Jobseekers going to the website of the online shoe and clothing retailer are met with a screen that reads, “No more job postings?! What’s up with that?”
In a web post on ere.net, Mike Bailen — a senior HR manager with Zappos — explained the reasoning behind the decision.
“Recruiting has become a walking contradiction,” he wrote. “We care about the candidate experience, but we spend five to seven seconds looking at a resumé. We are dedicated to get back to all candidates in an effort to provide great service, but the majority of candidates get a rejection email.”
He pointed out that the company received 31,000 job applications last year, and hired 1.5 per cent of them. He talked about the link between employment brand and company brand, and lamented the fact that jobseekers are allowed to “slip into a black hole.”
“I don’t want our first interaction with someone to be over a rejection email template,” wrote Bailen.

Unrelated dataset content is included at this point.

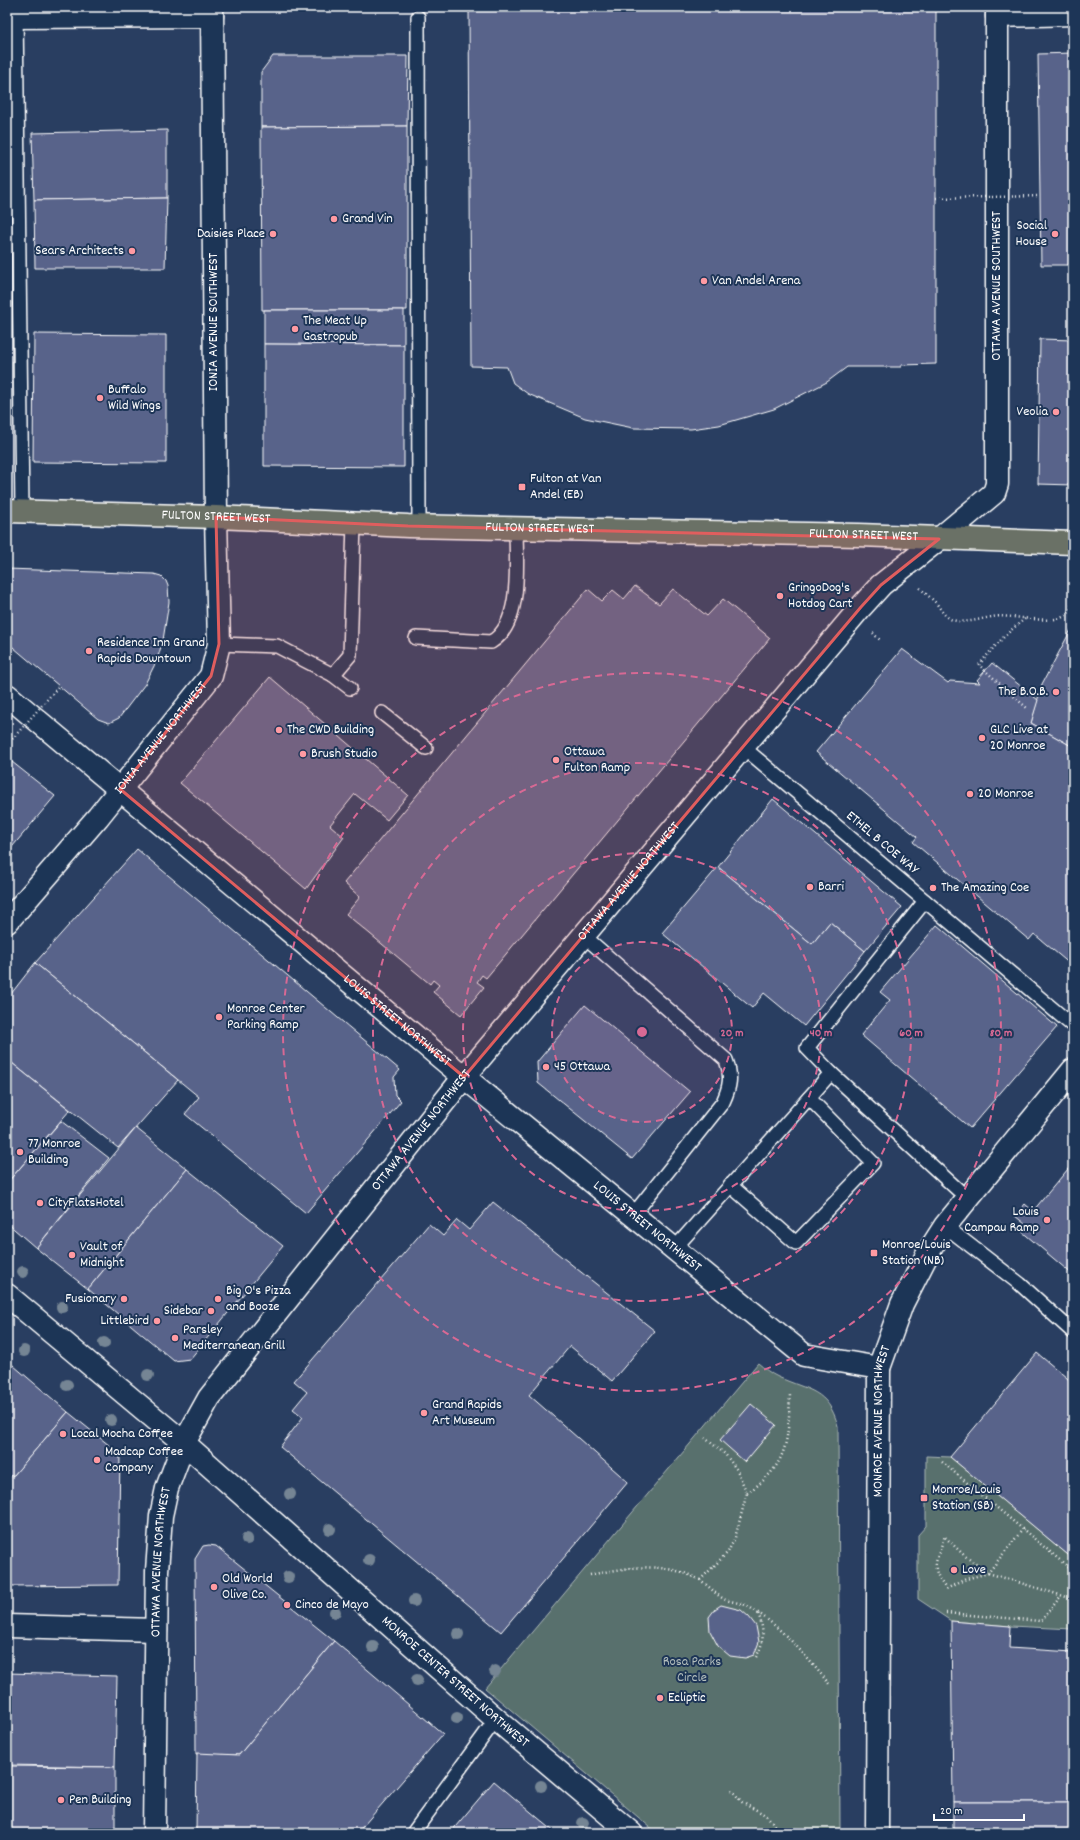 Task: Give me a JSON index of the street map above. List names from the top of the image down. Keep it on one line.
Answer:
{"streets":{"main road":["FULTON STREET WEST"],"street":["OTTAWA AVENUE SOUTHWEST","IONIA AVENUE SOUTHWEST","IONIA AVENUE NORTHWEST","OTTAWA AVENUE NORTHWEST","LOUIS STREET NORTHWEST","MONROE AVENUE NORTHWEST","MONROE CENTER STREET NORTHWEST"],"lane":["ETHEL B COE WAY"]},"crossings":[["OTTAWA AVENUE SOUTHWEST","FULTON STREET WEST"],["OTTAWA AVENUE SOUTHWEST","OTTAWA AVENUE NORTHWEST"],["IONIA AVENUE SOUTHWEST","FULTON STREET WEST"],["IONIA AVENUE SOUTHWEST","IONIA AVENUE NORTHWEST"],["FULTON STREET WEST","IONIA AVENUE NORTHWEST"],["FULTON STREET WEST","OTTAWA AVENUE NORTHWEST"],["IONIA AVENUE NORTHWEST","LOUIS STREET NORTHWEST"],["ETHEL B COE WAY","OTTAWA AVENUE NORTHWEST"],["OTTAWA AVENUE NORTHWEST","LOUIS STREET NORTHWEST"],["OTTAWA AVENUE NORTHWEST","MONROE CENTER STREET NORTHWEST"],["LOUIS STREET NORTHWEST","MONROE AVENUE NORTHWEST"]],"parks":["Rosa Parks Circle"],"places":{"other":["Grand Vin","Daisies Place","Social House","Sears Architects","Van Andel Arena","The Meat Up Gastropub","Buffalo Wild Wings","Veolia","GringoDog's Hotdog Cart","Residence Inn Grand Rapids Downtown","The B.O.B.","The CWD Building","GLC Live at 20 Monroe","Brush Studio","Ottawa Fulton Ramp","20 Monroe","Barri","The Amazing Coe","Monroe Center Parking Ramp","45 Ottawa","77 Monroe Building","CityFlatsHotel","Louis Campau Ramp","Vault of Midnight","Fusionary","Big O's Pizza and Booze","Sidebar","Littlebird","Parsley Mediterranean Grill","Grand Rapids Art Museum","Local Mocha Coffee","Madcap Coffee Company","Love","Old World Olive Co.","Cinco de Mayo","Ecliptic","Pen Building"],"transit":["Fulton at Van Andel (EB)","Monroe/Louis Station (NB)","Monroe/Louis Station (SB)"]},"scale_bar":"20 m","rings":["20 m","40 m","60 m","80 m"]}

So, after some “sleepless nights, lots of brainstorming and some liquid courage,” Zappos decided to take a drastic step and axe job postings, he wrote. In its place, the company has set up the “Zappos Insider” program for people who want to work for the company. It explains it thusly on its website:
“We want to have real conversations with you and give you a chance to interact with us by introducing yourself, asking questions and getting the answers you seek,” it reads. “If we both already know each other, then we’ll know exactly what type of role is perfect for you if/when a position becomes available.”
Jobseekers can set up a profile, and pick the department at Zappos they would most likely be interested in — and then the company takes it from there. Applicants don’t need to join multiple teams, because the recruiting team will be able to search all candidates for any roles throughout the company.